Например, Падди предлагал выискать следы удравших от нас эскимосов, отправиться по этим следам и свалиться, как снег на голову, на наших коварных приятелей.
— Заставь, Макс, опять говорить с ними дух «Сурка», — твердил ирландец. — Пригрози ты им, что даже от самого святого отца в Риме им не удастся получить индульгенцию, если они опять вздумают сыграть с нами какую-нибудь такую штуку нелепую. Право! Пугни их, что никогда ни один в царствие небесное не попадет. Ты ведь мастер на выдумки…
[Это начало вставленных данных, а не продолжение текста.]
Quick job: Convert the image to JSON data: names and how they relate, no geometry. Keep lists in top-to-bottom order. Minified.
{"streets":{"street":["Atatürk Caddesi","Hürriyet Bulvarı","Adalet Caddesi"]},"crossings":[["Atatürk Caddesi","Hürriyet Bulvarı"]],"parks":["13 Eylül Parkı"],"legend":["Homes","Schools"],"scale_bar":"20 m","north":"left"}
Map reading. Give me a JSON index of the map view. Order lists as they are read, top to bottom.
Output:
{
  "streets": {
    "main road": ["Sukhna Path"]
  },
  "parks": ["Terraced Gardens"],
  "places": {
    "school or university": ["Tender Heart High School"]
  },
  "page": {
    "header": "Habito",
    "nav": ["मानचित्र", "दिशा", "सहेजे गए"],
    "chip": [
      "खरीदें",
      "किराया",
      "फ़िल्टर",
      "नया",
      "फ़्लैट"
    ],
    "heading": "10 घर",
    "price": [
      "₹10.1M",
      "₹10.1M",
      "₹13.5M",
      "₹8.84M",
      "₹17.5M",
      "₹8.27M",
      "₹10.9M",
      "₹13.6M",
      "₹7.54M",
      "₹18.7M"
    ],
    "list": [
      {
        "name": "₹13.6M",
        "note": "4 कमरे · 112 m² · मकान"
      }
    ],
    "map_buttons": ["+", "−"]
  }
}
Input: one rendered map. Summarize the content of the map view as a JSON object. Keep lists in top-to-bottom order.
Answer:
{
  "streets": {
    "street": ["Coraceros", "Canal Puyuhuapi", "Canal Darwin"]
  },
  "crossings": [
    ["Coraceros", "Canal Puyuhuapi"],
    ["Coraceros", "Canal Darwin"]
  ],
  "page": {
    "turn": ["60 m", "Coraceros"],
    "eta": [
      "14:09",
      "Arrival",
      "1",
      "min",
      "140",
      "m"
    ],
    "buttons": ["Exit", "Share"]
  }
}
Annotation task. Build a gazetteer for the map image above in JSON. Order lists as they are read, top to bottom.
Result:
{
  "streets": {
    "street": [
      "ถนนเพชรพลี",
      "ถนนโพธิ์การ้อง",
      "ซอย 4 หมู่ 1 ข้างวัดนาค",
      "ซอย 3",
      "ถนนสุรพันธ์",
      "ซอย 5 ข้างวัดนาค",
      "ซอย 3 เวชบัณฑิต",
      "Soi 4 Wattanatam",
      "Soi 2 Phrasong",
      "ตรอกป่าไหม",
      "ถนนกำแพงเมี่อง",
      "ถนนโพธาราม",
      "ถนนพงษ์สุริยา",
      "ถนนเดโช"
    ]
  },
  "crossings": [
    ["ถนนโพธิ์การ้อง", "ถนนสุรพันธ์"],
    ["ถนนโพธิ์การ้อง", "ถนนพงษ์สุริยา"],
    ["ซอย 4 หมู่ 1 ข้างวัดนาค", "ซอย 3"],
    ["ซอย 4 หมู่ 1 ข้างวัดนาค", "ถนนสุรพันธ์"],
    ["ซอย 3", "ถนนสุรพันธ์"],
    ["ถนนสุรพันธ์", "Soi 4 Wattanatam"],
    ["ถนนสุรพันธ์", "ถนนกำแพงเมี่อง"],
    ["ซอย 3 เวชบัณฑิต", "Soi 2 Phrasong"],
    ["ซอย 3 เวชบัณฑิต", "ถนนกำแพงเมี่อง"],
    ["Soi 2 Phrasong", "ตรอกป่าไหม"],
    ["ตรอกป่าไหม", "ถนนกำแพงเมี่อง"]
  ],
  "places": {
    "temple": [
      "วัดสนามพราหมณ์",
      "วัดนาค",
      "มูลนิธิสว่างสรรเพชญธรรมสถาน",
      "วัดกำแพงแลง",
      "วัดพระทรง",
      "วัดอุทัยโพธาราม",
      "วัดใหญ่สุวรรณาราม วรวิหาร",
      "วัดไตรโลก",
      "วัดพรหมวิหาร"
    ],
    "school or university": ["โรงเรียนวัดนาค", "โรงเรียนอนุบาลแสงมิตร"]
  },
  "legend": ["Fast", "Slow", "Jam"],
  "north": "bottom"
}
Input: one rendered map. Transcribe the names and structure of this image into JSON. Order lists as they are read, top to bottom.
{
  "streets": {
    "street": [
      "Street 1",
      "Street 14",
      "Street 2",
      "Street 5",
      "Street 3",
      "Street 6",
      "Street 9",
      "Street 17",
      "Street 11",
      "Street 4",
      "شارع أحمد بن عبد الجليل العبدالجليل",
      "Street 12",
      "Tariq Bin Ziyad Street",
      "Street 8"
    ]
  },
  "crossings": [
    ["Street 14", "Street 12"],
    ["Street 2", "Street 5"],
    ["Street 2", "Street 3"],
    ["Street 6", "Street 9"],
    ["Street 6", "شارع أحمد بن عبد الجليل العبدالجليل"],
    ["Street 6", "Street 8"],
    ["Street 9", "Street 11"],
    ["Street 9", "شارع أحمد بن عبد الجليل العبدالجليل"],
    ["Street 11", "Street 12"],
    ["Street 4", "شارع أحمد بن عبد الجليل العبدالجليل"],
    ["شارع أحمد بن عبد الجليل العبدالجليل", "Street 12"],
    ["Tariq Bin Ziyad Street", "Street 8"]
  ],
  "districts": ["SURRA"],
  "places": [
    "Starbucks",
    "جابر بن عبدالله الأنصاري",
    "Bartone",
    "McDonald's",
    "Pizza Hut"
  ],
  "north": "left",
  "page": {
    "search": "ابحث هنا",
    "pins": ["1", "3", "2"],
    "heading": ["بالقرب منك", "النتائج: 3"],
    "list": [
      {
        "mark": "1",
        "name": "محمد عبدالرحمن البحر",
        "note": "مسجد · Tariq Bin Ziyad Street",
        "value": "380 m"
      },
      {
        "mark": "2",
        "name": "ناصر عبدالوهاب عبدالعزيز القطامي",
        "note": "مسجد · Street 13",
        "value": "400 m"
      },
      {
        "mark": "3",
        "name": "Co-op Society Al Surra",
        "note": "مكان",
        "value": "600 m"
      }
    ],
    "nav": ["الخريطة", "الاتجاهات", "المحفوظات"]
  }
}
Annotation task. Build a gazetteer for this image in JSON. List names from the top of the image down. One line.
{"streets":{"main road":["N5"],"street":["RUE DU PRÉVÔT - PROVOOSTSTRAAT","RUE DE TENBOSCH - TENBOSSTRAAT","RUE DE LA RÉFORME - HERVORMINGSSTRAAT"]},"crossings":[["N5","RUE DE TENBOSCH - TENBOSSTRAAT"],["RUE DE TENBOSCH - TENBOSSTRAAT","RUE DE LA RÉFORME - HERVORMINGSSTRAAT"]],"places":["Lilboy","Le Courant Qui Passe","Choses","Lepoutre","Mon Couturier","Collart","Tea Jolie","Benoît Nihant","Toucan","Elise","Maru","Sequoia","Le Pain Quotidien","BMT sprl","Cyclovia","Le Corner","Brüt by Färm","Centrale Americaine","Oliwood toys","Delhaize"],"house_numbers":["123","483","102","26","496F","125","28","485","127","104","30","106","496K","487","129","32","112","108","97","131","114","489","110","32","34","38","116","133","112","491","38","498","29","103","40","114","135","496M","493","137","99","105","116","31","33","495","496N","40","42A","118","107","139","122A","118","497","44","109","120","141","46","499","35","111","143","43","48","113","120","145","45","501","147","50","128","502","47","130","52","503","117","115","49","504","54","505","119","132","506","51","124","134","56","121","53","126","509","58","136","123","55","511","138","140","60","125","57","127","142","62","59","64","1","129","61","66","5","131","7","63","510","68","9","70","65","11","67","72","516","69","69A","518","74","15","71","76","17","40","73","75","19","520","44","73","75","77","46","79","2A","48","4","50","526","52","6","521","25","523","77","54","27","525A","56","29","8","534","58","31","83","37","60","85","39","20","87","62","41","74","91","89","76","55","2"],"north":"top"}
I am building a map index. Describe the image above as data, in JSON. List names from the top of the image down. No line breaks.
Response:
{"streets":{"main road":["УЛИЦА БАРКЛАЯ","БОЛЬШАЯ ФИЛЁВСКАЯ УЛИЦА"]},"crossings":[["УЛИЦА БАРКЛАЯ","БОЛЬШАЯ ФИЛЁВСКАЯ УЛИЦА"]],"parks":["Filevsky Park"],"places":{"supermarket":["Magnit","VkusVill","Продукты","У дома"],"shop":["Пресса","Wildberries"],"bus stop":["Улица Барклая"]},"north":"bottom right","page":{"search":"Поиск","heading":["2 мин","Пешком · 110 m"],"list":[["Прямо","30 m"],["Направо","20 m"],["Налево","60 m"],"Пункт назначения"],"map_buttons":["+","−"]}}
Но Макс возражал, что, во-первых, эскимосы не ирландцы, им до папы римского и его индульгенций ровно столько же дела, как нам до декретов китайского богдыхана, а во-вторых, не так просто отыскать след ушедших: пять или шесть часов подряд бушует метель, занося снегом горы и долы. И будет еще бушевать Бог один знает сколько времени. Очень может быть, что и сами эскимосы теперь раскаиваются, попав в разгар бури под открытое небо… Да поздно, не вернешься!
Словом, этот план спасения никуда не годился. Надо было придумывать что-нибудь другое. Но что именно?
Может быть, возможно отыскать другое эскимосское племя, приютиться у них на время, до весны?
Но и на это получился малоутешительный ответ: в этом царстве полярной ночи, в этой ледяной пустыне можно пространствовать не то что недели, а даже месяцы, не натыкаясь на живую душу, если только эта душа не ходит на четырех лапах и не покрыта медвежьей шерстью….
— Но что же делать? Надо искать какой-нибудь выход! — стоял на своем Макс. — Оставаться в покинутом поселке полный абсурд: нет топлива, нет припасов в достаточном количестве. Близится голод. Придется покидать поселок, все равно. Так лучше сделать это теперь, пока можно взять с собой провизии хоть на несколько дней пути. Куда идти? Понятно, на юг, на юг. Благо, компас есть, да еще и секстан, ориентироваться сумеем.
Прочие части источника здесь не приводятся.